* [What is needed] Retype only the lines at the head of the records, first through the one with "background:var(--page); color:var(--text); height:100vh;", exactly as written.

Stored data entries:
········

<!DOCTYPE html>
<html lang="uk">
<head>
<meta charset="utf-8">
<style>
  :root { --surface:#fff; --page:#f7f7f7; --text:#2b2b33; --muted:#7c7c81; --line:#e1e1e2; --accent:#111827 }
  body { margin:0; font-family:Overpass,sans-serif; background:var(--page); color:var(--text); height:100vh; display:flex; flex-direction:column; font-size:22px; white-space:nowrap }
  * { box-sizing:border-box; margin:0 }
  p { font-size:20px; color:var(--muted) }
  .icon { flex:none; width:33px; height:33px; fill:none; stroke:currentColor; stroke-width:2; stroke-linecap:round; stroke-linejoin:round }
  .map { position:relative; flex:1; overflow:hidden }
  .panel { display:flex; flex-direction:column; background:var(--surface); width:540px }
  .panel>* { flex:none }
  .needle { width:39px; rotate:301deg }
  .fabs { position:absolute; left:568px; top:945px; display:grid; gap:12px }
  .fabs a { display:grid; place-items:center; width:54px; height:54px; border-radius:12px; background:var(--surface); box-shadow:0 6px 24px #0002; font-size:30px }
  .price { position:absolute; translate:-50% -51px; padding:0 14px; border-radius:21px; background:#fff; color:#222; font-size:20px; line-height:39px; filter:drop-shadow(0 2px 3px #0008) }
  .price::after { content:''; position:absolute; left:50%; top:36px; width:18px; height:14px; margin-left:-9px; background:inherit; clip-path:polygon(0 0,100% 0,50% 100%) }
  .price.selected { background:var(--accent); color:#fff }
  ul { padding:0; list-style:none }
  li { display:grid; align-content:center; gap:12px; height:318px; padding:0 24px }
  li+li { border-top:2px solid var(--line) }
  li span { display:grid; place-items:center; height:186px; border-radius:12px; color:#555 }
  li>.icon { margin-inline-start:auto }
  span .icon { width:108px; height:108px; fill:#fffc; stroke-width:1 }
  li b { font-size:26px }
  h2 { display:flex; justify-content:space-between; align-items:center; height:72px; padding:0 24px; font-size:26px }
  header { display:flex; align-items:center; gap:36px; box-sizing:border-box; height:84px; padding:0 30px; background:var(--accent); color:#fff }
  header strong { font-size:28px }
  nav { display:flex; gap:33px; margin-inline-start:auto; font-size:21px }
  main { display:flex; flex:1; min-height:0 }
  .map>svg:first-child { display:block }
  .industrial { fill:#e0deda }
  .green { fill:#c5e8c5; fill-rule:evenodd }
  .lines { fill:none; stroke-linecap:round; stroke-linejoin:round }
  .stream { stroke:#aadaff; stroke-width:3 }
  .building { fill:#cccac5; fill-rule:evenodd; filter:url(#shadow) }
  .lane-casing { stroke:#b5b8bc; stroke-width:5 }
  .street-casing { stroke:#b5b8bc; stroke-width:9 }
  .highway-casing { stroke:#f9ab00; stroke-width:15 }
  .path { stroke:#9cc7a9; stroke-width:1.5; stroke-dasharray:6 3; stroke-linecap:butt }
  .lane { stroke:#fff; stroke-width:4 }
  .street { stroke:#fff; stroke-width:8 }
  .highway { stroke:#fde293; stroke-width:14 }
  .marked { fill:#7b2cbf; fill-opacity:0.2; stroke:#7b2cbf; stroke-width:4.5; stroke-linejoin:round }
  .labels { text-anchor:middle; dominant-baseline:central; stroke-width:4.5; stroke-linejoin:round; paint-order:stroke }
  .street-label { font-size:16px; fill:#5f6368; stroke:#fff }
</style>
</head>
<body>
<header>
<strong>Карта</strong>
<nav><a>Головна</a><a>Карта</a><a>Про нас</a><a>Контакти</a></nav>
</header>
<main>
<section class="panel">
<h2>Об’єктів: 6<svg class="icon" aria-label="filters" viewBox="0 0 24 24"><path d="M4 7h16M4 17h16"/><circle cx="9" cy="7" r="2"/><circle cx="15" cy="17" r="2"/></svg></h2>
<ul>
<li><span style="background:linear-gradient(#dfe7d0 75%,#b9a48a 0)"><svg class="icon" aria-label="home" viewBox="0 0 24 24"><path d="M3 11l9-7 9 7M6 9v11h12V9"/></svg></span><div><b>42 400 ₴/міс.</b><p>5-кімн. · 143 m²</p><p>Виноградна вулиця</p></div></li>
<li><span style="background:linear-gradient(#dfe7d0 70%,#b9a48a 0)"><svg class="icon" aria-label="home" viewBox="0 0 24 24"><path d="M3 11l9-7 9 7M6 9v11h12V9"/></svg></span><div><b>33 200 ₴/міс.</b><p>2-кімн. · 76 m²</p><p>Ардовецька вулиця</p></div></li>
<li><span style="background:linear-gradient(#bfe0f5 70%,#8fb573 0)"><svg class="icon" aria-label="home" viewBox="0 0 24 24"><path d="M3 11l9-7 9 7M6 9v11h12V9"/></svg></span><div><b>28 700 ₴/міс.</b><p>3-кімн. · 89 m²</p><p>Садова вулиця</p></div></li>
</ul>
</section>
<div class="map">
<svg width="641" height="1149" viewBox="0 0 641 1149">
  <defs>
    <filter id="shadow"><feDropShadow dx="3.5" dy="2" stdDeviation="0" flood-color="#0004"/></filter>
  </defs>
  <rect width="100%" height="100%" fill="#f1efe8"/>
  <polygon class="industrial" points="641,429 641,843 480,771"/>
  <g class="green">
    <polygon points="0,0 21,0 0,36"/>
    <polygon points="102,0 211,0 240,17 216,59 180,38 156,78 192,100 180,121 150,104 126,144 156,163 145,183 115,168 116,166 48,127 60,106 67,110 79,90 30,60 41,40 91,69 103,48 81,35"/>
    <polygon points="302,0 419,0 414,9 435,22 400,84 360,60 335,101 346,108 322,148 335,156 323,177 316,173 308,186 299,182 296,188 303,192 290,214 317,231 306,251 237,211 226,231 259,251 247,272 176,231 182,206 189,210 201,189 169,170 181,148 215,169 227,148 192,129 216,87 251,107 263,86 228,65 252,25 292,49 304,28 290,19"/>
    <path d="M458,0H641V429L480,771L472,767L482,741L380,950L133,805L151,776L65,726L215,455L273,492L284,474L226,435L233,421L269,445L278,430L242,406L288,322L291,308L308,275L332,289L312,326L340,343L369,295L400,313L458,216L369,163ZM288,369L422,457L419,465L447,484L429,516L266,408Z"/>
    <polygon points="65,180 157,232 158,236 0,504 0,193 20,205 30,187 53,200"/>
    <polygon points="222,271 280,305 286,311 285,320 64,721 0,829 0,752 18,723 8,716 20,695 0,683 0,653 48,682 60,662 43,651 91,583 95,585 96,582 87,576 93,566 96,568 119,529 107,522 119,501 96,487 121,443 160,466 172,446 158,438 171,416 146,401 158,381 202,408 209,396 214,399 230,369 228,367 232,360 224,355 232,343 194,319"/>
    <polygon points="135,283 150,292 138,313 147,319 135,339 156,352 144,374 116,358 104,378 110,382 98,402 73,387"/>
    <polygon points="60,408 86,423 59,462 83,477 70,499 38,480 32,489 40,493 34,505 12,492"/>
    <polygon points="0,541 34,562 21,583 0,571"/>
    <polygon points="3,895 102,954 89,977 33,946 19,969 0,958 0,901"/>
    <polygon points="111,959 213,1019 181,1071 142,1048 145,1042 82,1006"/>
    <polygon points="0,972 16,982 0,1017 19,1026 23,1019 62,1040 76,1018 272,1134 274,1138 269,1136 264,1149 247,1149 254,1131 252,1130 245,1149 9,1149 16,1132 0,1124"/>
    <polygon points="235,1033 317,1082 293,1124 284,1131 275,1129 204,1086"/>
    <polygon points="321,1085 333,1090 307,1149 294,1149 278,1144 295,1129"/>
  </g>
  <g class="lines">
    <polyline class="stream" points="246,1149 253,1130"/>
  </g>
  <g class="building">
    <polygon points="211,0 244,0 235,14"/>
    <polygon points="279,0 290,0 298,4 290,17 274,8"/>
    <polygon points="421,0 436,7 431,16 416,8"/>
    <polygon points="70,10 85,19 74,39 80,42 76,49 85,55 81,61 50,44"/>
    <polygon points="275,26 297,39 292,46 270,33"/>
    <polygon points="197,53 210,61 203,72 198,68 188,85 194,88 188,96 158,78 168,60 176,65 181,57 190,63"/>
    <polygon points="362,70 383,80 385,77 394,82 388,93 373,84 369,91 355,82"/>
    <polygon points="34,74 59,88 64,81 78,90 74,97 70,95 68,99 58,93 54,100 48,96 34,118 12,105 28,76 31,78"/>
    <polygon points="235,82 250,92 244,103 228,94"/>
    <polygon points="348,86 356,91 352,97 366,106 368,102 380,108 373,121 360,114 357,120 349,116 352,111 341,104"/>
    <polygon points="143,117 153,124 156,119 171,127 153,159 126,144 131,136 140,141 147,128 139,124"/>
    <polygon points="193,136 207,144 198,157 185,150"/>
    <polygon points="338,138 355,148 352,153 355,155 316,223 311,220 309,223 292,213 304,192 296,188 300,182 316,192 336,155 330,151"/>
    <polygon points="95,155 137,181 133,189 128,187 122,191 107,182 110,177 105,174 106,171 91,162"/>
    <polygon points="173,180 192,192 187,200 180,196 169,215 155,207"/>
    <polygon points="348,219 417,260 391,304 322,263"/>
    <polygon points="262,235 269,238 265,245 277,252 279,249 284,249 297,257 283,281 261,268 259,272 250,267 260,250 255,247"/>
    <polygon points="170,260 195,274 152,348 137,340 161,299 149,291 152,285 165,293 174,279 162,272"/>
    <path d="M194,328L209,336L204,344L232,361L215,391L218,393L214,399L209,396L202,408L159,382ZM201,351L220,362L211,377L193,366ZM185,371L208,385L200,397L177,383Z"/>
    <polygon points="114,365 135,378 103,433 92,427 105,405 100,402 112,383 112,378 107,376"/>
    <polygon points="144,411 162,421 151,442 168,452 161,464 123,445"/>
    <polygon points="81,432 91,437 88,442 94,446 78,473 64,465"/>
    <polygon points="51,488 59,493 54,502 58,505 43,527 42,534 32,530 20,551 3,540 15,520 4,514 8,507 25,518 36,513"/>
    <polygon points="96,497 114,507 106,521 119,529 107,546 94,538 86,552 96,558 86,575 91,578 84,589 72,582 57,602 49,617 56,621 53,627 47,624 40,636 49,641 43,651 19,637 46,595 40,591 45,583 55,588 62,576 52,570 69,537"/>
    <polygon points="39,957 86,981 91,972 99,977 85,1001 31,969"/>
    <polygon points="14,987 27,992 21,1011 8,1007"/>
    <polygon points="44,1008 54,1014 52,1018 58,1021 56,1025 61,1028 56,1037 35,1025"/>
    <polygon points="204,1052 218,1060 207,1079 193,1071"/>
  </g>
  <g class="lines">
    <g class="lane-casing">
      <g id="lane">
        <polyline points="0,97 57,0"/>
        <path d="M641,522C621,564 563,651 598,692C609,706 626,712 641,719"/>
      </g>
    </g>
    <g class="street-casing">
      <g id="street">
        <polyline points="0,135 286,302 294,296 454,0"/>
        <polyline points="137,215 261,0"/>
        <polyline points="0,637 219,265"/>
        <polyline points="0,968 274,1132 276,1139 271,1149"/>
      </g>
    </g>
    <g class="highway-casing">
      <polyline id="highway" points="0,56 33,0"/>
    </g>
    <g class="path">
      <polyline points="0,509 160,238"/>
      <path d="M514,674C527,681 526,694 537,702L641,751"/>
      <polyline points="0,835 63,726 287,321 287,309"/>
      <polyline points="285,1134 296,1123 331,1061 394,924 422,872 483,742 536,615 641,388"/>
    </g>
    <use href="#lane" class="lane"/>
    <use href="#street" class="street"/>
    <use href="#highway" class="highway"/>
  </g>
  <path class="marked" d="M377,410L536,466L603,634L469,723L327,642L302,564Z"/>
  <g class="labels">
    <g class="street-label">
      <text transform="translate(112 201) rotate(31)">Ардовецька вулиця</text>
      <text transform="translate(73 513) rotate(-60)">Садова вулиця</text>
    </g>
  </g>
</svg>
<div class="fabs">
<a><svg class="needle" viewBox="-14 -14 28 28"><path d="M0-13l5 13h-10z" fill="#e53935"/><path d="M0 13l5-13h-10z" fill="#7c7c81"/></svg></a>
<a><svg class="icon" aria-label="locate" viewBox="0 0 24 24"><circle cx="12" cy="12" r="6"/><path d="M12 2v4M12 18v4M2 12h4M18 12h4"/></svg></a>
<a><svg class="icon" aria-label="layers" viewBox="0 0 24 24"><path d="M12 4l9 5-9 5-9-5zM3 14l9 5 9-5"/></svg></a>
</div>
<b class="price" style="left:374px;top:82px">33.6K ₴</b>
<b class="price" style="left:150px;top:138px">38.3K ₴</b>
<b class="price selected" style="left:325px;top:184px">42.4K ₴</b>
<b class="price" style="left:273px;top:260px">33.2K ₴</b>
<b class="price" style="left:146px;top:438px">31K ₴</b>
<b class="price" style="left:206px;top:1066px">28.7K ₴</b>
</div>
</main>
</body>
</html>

········

* [Answer for this exercise]
<!DOCTYPE html>
<html lang="uk">
<head>
<meta charset="utf-8">
<style>
  :root { --surface:#fff; --page:#f7f7f7; --text:#2b2b33; --muted:#7c7c81; --line:#e1e1e2; --accent:#111827 }
  body { margin:0; font-family:Overpass,sans-serif; background:var(--page); color:var(--text); height:100vh; display:flex; flex-direction:column; font-size:22px; white-space:nowrap }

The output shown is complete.